(Excerpts from a dataset)
=====

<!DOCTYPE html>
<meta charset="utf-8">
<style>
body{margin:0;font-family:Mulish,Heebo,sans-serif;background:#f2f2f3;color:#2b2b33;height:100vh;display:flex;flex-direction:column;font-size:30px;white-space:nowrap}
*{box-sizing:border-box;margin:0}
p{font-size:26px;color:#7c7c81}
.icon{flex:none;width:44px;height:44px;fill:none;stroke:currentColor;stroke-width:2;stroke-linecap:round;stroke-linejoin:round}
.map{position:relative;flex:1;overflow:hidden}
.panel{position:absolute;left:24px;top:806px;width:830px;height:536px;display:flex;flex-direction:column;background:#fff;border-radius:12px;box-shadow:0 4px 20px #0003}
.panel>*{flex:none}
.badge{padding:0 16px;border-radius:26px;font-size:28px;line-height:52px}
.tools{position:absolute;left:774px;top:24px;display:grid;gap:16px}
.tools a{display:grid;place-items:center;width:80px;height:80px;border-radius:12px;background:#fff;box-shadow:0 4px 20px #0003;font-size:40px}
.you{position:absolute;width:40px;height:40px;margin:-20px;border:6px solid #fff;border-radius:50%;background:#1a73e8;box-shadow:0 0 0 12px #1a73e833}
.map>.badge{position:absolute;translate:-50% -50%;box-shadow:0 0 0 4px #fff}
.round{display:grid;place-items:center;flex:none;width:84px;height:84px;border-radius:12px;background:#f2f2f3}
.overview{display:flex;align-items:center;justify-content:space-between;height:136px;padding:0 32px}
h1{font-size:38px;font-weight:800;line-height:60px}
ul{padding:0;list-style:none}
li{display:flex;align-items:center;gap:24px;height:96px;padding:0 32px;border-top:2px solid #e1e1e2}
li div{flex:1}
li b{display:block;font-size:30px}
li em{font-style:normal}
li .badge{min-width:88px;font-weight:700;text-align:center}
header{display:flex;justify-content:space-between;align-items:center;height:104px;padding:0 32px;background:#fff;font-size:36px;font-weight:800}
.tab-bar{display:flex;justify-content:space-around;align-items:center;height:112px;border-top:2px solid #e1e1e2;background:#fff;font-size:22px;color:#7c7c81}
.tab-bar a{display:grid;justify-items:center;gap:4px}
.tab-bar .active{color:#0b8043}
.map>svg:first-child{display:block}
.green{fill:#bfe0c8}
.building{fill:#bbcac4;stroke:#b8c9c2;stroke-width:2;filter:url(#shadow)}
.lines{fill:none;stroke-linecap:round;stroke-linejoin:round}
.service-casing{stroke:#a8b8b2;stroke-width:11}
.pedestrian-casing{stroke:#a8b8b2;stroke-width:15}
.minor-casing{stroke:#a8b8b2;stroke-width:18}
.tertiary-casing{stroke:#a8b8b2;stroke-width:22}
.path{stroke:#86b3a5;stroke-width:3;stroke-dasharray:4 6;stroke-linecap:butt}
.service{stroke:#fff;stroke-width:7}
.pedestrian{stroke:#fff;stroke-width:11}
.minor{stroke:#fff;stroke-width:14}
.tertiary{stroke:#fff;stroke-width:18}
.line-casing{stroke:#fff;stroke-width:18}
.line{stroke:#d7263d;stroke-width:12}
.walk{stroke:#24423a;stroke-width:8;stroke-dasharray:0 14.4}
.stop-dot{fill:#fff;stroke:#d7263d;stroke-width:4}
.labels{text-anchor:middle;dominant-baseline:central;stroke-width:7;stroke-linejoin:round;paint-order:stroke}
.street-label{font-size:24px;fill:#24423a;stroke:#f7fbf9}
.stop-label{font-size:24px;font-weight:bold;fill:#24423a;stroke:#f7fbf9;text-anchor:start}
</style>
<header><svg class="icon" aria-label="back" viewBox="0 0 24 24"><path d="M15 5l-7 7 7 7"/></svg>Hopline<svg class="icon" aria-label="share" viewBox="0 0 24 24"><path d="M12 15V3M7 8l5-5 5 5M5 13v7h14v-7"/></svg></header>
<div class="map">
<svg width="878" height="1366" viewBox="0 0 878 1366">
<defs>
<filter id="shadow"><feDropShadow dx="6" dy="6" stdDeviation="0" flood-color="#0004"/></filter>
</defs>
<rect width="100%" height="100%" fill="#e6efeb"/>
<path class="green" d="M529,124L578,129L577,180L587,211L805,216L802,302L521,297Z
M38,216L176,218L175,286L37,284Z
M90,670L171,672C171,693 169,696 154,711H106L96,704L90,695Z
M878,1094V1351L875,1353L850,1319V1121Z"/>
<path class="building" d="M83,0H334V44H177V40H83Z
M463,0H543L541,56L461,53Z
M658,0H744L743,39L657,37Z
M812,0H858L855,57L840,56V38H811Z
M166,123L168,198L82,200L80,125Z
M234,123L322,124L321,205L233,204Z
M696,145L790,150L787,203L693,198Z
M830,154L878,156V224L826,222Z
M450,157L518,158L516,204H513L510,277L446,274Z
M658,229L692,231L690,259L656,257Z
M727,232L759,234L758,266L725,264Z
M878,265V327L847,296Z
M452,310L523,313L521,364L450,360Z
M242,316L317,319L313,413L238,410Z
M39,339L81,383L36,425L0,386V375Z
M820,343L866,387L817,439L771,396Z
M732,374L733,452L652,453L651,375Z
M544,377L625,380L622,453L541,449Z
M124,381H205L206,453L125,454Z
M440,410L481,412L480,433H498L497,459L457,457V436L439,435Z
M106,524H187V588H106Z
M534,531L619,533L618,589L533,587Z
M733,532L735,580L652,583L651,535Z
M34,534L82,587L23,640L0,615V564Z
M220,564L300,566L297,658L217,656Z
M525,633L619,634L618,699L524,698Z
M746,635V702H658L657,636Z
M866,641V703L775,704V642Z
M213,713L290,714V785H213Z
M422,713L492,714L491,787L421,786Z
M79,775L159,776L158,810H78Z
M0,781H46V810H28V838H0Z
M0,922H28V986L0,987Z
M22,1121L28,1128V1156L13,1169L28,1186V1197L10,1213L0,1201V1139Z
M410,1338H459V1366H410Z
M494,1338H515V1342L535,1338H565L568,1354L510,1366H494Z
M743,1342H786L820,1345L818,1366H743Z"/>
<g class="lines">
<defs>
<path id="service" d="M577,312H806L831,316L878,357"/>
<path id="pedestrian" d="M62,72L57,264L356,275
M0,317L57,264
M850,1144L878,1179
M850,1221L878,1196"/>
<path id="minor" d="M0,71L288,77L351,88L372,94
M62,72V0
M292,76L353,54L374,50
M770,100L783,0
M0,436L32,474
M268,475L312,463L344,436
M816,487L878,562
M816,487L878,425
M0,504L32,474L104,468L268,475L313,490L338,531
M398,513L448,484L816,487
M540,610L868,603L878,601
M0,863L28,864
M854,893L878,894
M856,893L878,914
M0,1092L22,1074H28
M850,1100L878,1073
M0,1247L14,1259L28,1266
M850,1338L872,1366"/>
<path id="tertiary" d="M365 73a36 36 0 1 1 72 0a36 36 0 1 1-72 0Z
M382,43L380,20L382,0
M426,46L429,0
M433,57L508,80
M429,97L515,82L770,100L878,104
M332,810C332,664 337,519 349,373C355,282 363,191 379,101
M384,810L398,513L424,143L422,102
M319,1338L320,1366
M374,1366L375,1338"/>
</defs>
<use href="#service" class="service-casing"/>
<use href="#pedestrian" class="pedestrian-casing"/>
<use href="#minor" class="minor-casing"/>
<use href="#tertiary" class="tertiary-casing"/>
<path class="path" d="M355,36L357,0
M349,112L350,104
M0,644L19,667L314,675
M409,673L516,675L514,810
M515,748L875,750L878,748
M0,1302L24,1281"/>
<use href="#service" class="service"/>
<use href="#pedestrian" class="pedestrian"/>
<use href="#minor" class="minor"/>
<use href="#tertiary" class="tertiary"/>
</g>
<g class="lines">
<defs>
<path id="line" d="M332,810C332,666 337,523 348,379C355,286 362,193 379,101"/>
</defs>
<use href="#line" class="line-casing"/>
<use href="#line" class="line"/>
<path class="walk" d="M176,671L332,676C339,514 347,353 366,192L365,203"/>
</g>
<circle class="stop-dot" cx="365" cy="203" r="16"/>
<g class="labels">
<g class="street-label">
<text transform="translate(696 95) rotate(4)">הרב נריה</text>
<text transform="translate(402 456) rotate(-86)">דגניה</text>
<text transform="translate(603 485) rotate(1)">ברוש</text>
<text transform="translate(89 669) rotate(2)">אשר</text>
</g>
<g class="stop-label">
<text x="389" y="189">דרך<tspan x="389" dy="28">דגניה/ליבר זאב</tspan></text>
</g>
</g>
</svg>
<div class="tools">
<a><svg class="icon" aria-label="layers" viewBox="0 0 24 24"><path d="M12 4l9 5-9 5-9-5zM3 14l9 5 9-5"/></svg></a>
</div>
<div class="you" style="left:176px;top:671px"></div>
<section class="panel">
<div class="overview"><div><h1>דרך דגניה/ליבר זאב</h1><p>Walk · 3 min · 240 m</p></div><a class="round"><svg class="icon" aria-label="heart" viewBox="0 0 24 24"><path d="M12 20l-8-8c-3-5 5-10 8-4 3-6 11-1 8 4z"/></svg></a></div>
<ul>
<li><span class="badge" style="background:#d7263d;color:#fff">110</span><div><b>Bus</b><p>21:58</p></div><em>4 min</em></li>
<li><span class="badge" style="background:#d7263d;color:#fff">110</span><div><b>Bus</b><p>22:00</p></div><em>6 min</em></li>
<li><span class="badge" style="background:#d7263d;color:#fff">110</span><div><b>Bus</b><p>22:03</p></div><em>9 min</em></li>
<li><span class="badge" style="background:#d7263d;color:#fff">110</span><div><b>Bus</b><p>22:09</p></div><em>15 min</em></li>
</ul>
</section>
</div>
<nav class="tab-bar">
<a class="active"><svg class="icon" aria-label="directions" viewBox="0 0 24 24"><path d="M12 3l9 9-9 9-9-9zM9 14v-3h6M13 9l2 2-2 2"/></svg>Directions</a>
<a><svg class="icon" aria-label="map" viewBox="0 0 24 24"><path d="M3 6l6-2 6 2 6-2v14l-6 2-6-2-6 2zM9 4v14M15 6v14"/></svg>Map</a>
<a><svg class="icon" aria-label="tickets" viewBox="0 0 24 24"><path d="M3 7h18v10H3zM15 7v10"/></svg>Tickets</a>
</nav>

=====

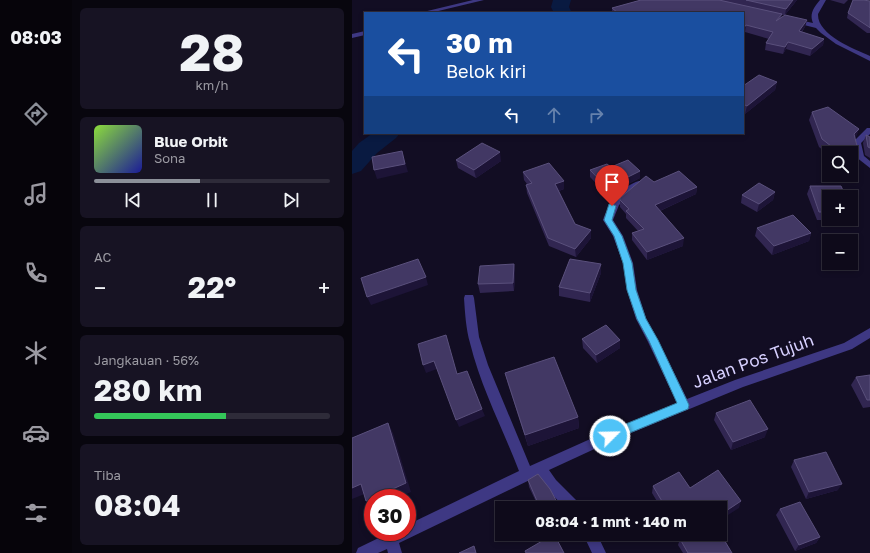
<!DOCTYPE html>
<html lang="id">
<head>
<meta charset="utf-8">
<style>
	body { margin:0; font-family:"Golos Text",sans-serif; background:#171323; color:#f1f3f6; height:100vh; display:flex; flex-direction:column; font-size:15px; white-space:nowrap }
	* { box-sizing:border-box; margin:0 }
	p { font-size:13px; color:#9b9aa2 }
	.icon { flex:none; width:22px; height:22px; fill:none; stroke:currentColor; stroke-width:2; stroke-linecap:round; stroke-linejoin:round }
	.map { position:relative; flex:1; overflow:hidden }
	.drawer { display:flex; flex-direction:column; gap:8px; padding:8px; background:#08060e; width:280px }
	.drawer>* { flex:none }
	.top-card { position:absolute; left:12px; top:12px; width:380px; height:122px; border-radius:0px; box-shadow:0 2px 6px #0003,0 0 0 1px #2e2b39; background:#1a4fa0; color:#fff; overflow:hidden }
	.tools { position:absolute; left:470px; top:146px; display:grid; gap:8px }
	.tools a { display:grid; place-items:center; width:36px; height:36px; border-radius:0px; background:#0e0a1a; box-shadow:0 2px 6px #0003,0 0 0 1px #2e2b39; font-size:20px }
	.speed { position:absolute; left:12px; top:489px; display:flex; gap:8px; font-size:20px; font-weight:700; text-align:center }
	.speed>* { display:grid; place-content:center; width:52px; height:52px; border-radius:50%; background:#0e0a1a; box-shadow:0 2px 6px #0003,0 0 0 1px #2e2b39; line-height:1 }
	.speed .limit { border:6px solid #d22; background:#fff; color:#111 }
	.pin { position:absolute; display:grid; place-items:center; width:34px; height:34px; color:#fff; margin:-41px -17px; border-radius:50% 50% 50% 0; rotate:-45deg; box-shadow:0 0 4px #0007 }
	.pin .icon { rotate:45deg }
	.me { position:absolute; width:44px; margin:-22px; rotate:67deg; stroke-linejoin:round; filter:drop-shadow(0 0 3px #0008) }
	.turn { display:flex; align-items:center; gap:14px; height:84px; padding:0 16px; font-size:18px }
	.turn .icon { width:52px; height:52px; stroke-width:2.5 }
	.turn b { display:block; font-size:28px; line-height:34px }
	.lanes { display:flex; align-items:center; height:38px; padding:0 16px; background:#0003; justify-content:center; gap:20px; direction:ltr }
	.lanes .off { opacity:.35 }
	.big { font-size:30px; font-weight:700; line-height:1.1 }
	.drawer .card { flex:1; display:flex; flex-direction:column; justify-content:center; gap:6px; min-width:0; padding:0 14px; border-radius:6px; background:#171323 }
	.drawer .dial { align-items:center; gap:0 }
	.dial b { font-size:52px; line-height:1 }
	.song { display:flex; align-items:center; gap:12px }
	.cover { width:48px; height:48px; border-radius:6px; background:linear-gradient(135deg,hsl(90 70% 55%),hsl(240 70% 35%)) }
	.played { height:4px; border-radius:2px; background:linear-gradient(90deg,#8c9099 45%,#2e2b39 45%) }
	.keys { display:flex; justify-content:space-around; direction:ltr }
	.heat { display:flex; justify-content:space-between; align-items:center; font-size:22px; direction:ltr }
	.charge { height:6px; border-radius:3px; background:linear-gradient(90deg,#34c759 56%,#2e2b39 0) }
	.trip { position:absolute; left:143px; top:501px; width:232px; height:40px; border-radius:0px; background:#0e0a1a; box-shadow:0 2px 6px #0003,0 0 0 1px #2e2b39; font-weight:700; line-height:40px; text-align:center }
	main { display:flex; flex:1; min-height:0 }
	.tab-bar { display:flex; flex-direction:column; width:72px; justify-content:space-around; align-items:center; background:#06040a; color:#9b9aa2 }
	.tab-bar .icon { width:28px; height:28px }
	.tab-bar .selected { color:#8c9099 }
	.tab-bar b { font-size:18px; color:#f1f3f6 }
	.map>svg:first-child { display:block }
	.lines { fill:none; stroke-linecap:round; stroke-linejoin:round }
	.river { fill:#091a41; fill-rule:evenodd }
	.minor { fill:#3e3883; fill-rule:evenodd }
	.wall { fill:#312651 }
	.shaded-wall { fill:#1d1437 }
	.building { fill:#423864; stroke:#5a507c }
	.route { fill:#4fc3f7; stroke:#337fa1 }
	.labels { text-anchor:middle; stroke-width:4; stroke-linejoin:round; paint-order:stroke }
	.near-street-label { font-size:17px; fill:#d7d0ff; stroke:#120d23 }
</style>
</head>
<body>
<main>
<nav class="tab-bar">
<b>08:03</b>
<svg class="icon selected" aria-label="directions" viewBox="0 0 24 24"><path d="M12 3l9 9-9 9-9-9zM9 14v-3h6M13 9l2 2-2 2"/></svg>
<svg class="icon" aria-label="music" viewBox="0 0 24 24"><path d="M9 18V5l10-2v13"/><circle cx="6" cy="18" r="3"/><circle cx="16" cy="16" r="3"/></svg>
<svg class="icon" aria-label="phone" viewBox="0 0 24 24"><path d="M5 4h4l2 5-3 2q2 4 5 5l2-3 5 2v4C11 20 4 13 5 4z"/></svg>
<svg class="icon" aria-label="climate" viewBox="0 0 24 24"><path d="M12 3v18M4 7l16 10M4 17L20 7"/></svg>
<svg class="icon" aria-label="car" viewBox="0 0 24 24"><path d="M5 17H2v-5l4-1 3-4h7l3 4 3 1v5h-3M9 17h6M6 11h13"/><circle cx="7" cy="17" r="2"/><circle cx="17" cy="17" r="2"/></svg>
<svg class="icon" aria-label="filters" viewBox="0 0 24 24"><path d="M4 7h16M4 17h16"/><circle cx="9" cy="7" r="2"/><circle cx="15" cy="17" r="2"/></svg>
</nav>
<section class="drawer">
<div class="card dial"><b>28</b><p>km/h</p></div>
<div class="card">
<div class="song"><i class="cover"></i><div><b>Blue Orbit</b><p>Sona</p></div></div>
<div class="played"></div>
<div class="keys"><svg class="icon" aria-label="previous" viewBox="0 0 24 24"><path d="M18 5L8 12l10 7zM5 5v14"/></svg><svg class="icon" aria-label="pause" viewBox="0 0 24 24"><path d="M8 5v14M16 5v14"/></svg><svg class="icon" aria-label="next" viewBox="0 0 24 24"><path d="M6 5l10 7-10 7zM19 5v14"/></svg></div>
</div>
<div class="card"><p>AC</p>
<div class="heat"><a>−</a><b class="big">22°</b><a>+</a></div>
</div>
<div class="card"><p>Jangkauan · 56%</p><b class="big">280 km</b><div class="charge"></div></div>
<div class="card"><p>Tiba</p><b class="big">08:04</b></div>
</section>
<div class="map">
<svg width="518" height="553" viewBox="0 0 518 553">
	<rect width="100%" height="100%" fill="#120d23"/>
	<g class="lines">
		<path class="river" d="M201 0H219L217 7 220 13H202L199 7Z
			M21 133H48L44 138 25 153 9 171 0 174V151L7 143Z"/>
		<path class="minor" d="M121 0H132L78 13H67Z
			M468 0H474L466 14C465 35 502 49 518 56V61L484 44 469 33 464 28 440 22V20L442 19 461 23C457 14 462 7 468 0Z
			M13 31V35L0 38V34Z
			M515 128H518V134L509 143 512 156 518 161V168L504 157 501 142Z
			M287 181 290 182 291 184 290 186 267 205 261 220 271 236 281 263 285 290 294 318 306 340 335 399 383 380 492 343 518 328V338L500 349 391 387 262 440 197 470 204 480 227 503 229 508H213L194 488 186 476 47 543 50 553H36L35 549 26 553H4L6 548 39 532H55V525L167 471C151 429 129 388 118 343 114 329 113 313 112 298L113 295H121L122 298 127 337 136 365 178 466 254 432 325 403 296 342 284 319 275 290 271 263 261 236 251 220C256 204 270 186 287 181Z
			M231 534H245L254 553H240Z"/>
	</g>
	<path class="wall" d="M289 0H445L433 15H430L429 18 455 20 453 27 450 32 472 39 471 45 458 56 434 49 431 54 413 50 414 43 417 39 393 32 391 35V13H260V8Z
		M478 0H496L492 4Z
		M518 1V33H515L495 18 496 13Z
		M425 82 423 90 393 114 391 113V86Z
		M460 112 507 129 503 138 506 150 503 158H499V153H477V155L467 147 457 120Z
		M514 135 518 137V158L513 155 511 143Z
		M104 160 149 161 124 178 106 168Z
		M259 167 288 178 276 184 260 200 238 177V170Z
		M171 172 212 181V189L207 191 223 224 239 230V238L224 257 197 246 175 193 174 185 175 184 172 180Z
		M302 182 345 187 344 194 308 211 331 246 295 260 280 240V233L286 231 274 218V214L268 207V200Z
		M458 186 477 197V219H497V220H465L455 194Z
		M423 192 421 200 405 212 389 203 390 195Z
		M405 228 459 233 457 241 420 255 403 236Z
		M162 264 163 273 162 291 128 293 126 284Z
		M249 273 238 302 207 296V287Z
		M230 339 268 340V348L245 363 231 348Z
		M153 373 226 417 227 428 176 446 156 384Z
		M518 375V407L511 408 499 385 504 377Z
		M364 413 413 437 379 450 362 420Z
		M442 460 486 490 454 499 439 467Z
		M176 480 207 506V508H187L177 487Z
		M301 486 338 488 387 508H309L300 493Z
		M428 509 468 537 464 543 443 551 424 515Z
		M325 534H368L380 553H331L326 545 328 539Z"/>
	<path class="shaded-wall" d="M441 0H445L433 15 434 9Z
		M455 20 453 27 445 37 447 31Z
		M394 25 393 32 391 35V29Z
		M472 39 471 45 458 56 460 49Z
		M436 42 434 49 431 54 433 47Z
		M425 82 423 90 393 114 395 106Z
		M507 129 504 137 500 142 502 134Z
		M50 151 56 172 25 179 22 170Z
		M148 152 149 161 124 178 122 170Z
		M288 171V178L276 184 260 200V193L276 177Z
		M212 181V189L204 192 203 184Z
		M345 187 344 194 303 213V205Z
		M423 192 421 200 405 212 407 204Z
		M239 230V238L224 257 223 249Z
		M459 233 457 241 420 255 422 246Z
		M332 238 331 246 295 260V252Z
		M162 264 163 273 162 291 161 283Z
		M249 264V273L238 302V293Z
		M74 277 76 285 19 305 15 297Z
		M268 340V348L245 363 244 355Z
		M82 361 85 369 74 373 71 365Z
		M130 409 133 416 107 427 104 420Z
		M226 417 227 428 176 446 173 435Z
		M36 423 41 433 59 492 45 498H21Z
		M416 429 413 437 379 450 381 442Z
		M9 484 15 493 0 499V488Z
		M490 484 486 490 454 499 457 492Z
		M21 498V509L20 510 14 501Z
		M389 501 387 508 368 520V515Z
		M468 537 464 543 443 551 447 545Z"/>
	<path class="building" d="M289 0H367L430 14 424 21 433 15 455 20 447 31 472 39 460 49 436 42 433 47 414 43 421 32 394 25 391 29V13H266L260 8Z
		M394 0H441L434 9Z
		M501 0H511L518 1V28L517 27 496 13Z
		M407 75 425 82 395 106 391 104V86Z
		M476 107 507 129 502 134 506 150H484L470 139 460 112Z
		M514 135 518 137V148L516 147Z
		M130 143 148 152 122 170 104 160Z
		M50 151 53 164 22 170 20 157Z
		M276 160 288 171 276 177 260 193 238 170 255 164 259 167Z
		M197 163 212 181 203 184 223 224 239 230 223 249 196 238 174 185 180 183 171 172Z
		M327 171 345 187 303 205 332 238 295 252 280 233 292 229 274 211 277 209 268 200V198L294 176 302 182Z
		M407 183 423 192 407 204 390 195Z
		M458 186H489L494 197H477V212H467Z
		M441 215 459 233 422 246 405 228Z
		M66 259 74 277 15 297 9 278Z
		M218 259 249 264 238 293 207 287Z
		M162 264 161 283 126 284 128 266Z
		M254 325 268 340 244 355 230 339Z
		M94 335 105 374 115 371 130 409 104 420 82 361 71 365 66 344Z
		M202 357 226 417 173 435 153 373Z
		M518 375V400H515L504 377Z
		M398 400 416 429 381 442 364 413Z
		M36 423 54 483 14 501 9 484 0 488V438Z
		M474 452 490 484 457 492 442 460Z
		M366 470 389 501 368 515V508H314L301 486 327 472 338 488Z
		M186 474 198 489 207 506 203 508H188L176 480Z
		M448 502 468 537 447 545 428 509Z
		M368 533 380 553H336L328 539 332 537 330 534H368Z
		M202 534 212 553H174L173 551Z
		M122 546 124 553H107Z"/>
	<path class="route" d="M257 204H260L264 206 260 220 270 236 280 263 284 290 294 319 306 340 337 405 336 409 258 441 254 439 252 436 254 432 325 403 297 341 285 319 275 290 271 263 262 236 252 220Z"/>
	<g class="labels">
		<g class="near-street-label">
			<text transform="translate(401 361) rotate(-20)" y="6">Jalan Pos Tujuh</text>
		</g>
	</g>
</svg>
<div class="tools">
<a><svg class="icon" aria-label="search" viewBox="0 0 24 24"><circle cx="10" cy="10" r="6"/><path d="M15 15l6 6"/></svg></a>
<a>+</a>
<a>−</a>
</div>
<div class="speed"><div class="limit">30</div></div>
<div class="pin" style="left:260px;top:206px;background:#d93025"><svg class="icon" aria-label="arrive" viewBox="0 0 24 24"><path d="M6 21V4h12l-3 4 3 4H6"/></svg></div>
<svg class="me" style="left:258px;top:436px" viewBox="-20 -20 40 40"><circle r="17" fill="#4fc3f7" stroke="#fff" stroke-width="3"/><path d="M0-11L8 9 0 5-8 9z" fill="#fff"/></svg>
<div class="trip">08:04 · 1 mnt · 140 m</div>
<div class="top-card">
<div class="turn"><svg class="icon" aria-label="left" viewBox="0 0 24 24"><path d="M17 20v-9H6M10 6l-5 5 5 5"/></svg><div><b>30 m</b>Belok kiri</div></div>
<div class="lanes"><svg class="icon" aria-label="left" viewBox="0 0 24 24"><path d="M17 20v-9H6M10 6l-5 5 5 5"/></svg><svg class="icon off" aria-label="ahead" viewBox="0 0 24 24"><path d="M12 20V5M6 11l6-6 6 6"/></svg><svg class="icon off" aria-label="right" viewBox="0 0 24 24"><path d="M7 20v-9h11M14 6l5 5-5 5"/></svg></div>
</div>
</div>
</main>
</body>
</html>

=====

_Work required:_ Filter the data for the string "limit". Copy each matching line.

_Answer for this exercise:_
	.speed .limit { border:6px solid #d22; background:#fff; color:#111 }
<div class="speed"><div class="limit">30</div></div>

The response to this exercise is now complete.